When q and k are vectors with components ~𝒩(0, 1), the dot product q · k = Σ q_i · k_i is the sum of d_k zero-mean random variables. By the Central Limit Theorem its variance is d_k. So std(q · k) = √d_k.

Without scaling, dot products grow with d_k. As they grow, softmax saturates — the largest score gets nearly all the weight, others get ~0. Gradients through softmax in the saturated regime are vanishingly small. Training stalls.

Dividing by √d_k keeps the variance roughly 1 regardless of d_k, keeping softmax in the well-behaved regime.

6. The Attention Matrix

The intermediate softmax(QKᵀ / √d_k) is the attention matrix — an (n × n) matrix where entry (i, j) is "how much position i attends to position j". Rows sum to 1.

PropertyImplication
Row-stochasticEach row is a probability distribution
Asymmetric in generali attending to j ≠ j attending to i (different Q and K)
InspectableYou can plot the matrix and see which tokens attend to which
O(n²) in memorySource of the long-context cost

Visualizing attention matrices is the standard way to interpret what a trained transformer is doing. In Lesson 3 you'll build one and plot it.

7. Masking

Two cases where some attention weights must be forced to 0:

  • Causal masking — for autoregressive models (GPT), token i can only attend to tokens 1..i, not the future.
  • Padding masking — when batches mix sequences of different lengths, the padding tokens shouldn't influence anything.

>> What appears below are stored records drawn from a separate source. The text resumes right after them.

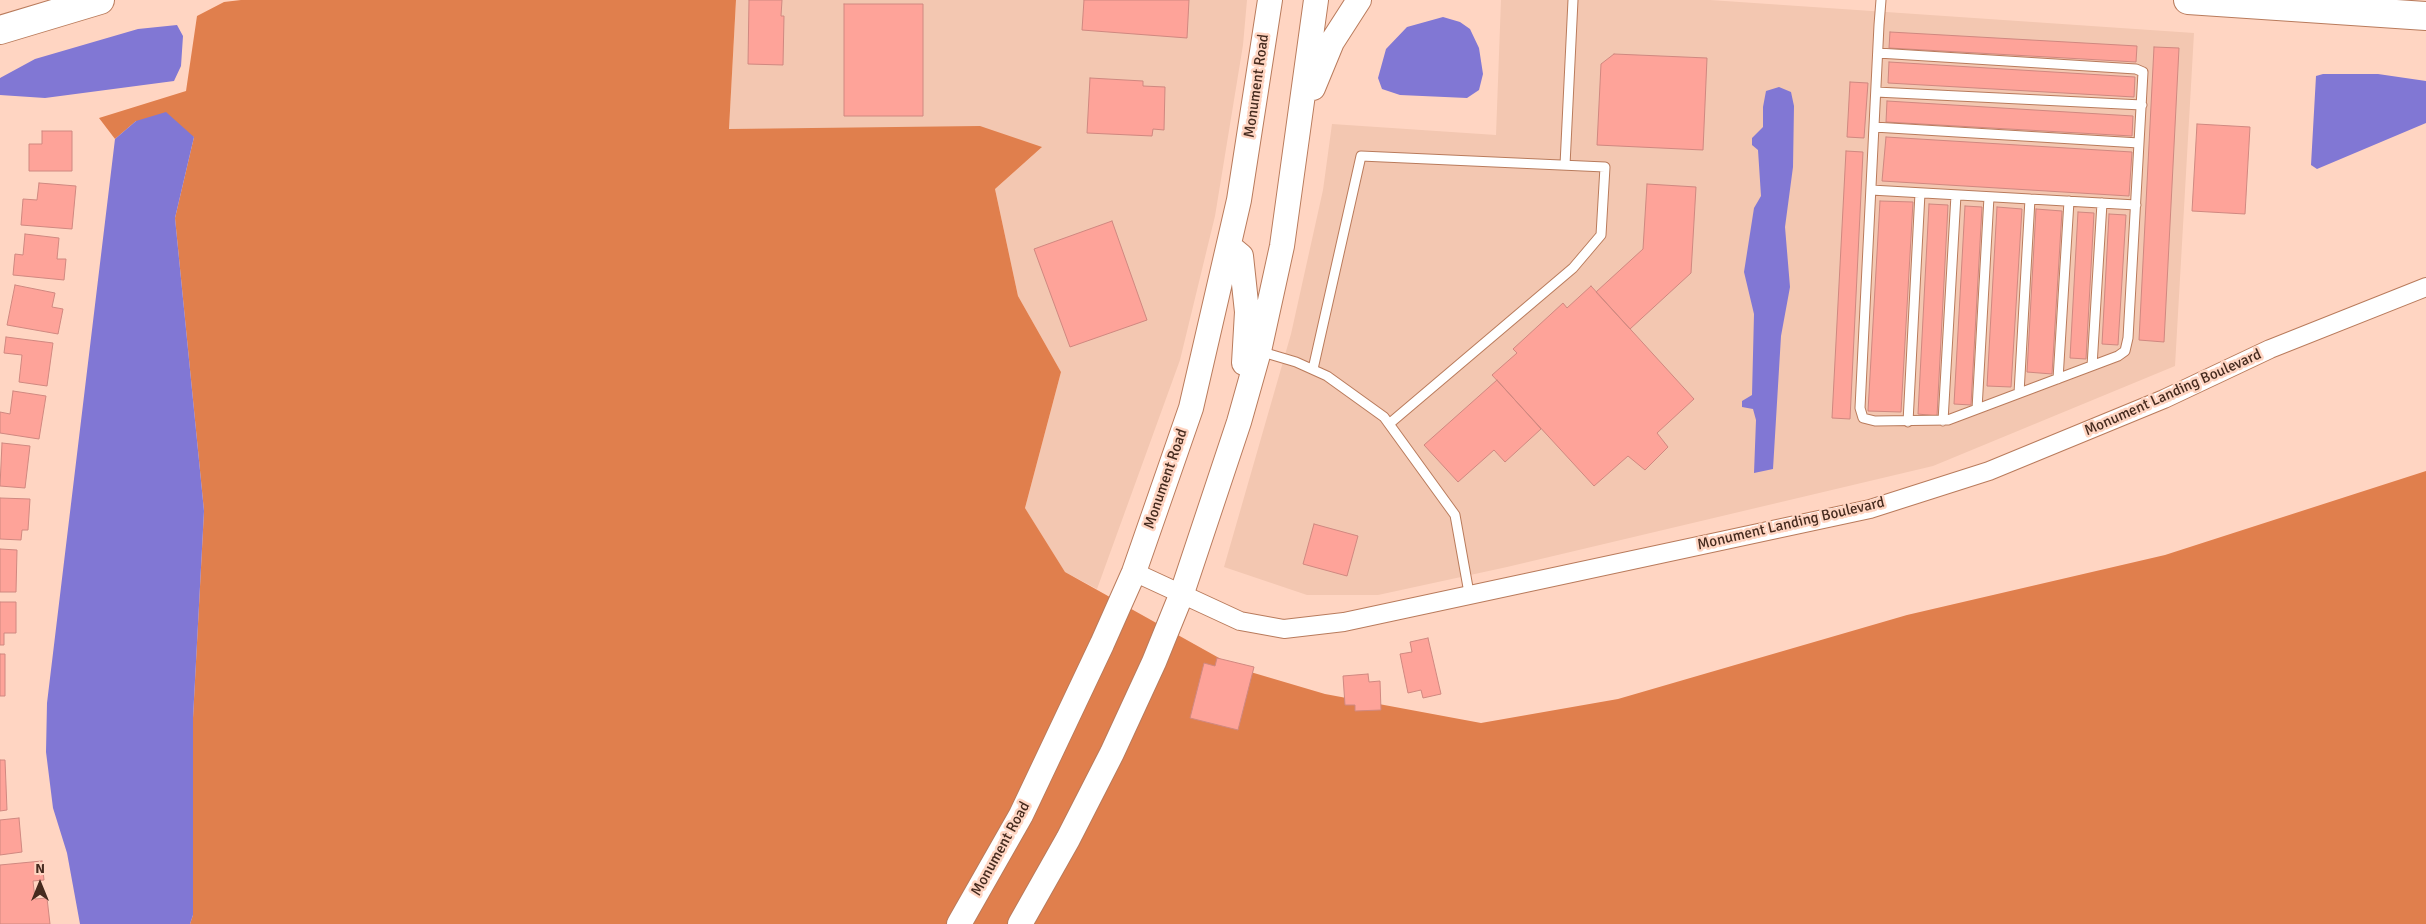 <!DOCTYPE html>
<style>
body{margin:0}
#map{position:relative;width:2426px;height:924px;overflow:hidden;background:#ffd5c2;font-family:Signika,sans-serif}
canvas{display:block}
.north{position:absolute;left:15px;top:859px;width:50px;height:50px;-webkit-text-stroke:4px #ffd5c2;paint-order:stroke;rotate:0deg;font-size:14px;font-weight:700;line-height:20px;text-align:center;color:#462b1f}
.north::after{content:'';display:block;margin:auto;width:18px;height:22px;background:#462b1f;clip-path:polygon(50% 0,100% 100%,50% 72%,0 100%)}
</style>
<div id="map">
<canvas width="2426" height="924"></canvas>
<div class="north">N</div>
</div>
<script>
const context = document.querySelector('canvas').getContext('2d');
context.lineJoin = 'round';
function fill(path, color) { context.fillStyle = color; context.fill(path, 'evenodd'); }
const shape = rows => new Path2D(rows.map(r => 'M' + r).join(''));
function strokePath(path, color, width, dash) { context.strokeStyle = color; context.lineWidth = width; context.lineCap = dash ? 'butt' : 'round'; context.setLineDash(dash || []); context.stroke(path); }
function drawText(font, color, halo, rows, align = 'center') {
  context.font = font + ' Signika,sans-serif'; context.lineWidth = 5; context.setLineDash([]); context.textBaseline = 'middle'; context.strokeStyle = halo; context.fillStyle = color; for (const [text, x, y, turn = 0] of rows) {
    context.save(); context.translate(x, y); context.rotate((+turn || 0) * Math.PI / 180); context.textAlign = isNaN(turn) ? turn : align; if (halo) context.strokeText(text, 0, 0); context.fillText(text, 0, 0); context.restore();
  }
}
const built = shape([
 [736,0,1247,0,1243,45,1215,216,1180,360,1097,589,1065,572,1025,508,1061,372,1018,296,995,189,1041,148,884,128,729,129],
 [1501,0,1710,0,2194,33,2175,366,1933,466,1507,567,1378,595,1307,595,1224,567,1291,334,1323,190,1332,124,1496,135]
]);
const forest = shape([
 [241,0,736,0,729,129,980,126,1042,147,995,189,1018,296,1061,372,1025,508,1065,572,1237,668,1325,694,1481,723,1618,699,1907,615,2165,555,2426,471,2426,924,190,924,193,915,193,718,204,511,175,218,194,137,136,121,115,139,99,118,186,91,197,16,224,2]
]);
const water = shape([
 [1443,17,1460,22,1470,29,1479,48,1483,74,1479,90,1467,98,1400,95,1382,89,1378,78,1386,49,1407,27],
 [177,25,183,36,181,66,174,81,45,98,0,95,0,78,35,59,138,29],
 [2323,74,2378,74,2426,81,2426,123,2317,169,2311,165,2316,76],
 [1779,87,1791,92,1794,106,1793,167,1785,227,1790,287,1781,336,1773,469,1754,473,1756,420,1753,409,1742,407,1742,401,1752,395,1754,314,1744,272,1754,208,1761,196,1758,150,1752,145,1752,138,1763,127,1763,107,1766,91],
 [166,112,194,137,175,218,204,511,193,718,193,915,190,924,80,924,67,853,53,808,46,752,47,703,115,139,136,121]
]);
const building = shape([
 [749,0,782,0,781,16,784,16,783,65,748,64,749,0],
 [1084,0,1189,0,1187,38,1082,30,1084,0],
 [844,4,923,4,923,116,844,116,844,4],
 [1890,32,2137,46,2136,62,1889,48,1890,32],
 [2154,47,2179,48,2164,342,2139,340,2154,47],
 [1614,54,1707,58,1703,150,1597,145,1601,64,1614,54],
 [1889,62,2135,77,2134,97,1888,83,1889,62],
 [1090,78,1143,81,1143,86,1165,87,1164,130,1153,129,1152,136,1087,133,1090,78],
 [1850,82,1868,83,1864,138,1847,137,1850,82],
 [1887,101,2133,116,2132,136,1886,122,1887,101],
 [2197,124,2250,127,2245,214,2192,211,2197,124],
 [42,131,72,131,72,171,29,171,29,144,42,144,42,131],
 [1886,137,2132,152,2129,196,1882,181,1886,137],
 [1846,151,1863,152,1850,419,1832,418,1846,151],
 [39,183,76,186,72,229,21,225,23,199,37,200,39,183],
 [1647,184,1696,187,1691,273,1630,329,1596,292,1643,249,1647,184],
 [1880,201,1913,202,1901,412,1868,411,1880,201],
 [1929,204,1948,205,1937,416,1918,414,1929,204],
 [1965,206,1982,207,1971,405,1954,404,1965,206],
 [1997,207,2022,209,2011,387,1987,386,1997,207],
 [2036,209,2062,211,2052,374,2027,372,2036,209],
 [2078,212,2094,213,2086,359,2070,358,2078,212],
 [2109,214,2126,215,2118,345,2102,344,2109,214],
 [1112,221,1147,320,1070,347,1034,249,1112,221],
 [25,234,59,238,57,259,66,259,64,280,13,275,15,254,23,255,25,234],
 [15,285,55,293,52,307,63,309,58,334,7,325,15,285],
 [1591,286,1694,399,1657,433,1668,447,1645,470,1628,456,1594,486,1492,375,1517,353,1513,349,1563,303,1567,308,1591,286],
 [6,337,53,343,47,386,19,382,22,355,4,353,6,337],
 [1497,380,1541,429,1505,462,1494,450,1458,482,1424,445,1497,380],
 [13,391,46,396,39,439,0,433,0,412,10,414,13,391],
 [2,443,30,446,25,488,0,486,2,443],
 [0,498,30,499,28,530,22,530,21,540,0,539,0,498],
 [1314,524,1358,536,1347,576,1303,564,1314,524],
 [0,549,17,550,16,592,0,592,0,549],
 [0,602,16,602,16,633,4,633,4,645,0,645,0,602],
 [1428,638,1441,694,1423,698,1421,690,1408,693,1400,654,1412,652,1410,642,1428,638],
 [0,654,5,654,5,696,0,696,0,654],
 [1217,658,1254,667,1238,730,1190,718,1204,663,1215,666,1217,658],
 [1368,674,1369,682,1380,681,1381,710,1355,711,1355,705,1345,705,1343,676,1368,674],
 [0,760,5,760,7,810,0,811,0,760],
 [19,818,22,852,0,855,0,820,19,818],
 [42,861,44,880,33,881,35,899,47,898,50,924,0,924,0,865,42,861]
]);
const lane = shape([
 [1878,53,2136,69,2143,72,2128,338,2125,351,2118,356,1948,420,1875,421,1863,418,1860,408,1879,25,1881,0],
 [1876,92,2142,105],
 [1874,127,2139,143],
 [1565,165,1573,0],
 [1871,190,2136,205],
 [1259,351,1296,362,1327,376,1384,417,1455,515,1469,593],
 [2092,366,2102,203],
 [1313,369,1361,156,1605,167,1601,235,1573,268,1389,424],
 [2058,379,2069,201],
 [2019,393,2030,199],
 [1977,409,1989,197],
 [1943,421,1956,195],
 [1908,422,1920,193]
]);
const street = shape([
 [1134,572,1240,621,1284,629,1344,622,1870,509,1989,471,2164,399,2270,349,2426,287]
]);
const secondary = shape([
 [1313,88,1332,42,1359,0],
 [1229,246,1241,256,1247,312,1244,363],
 [959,924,1021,815,1102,644,1134,572,1191,408,1239,200,1270,0],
 [1020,924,1068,839,1112,753,1154,662,1182,593,1239,422,1259,351,1282,246,1316,0]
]);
const primary = shape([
 [2188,0,2426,16],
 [0,30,100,0]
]);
const streetNames = [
 ["Monument Road",1257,86,-82],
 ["Monument Landing Boulevard",2173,393,-24],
 ["Monument Road",1166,479,-71],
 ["Monument Landing Boulevard",1791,524,-13],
 ["Monument Road",1001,849,-61]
];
fill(built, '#f3c7b1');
fill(forest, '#e07f4d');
fill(water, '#8177d4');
fill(building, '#fea399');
strokePath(building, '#d08880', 1);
strokePath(lane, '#b97b5c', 11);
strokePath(street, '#b97b5c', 20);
strokePath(secondary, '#b97b5c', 26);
strokePath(primary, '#b97b5c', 30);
strokePath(lane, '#fff', 9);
strokePath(street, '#fff', 18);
strokePath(secondary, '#fff', 24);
strokePath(primary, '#fff', 28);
drawText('15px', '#462b1f', '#ffd5c2', streetNames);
</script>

Implementation: set the relevant scores to -∞ (or a very large negative number) before the softmax. exp(-∞) = 0, so the softmax assigns these positions zero attention weight while still summing to 1 over the unmasked positions.

code
scores = Q @ K.transpose(-2, -1) / sqrt(d_k)
scores = scores.masked_fill(mask == 0, float("-inf"))
attention = softmax(scores, dim=-1)

8. Cross-Attention vs Self-Attention

Same equation, different sources for Q vs K, V:

VariantQ fromK, V fromUse case
Self-attentionXX (same)Encoder; decoder self-attn within target
Cross-attentionDecoder hidden stateEncoder hidden stateDecoder attending to source (translation, conditioning)
Causal self-attentionXX with causal maskDecoder; autoregressive generation

Lesson 4 compares the two in depth.

9. Cost Accounting

For sequence length n and head dimension d:

  • Q · Kᵀ: O(n² · d) FLOPs, O(n²) memory.
  • softmax: O(n²) FLOPs, O(n²) memory.
  • · V: O(n² · d) FLOPs, O(n · d) memory for the output.

Memory grows as n²; this is what dies first at long contexts. Flash Attention (Lesson 22) fixes this by computing attention in tiles without materialising the full n × n matrix.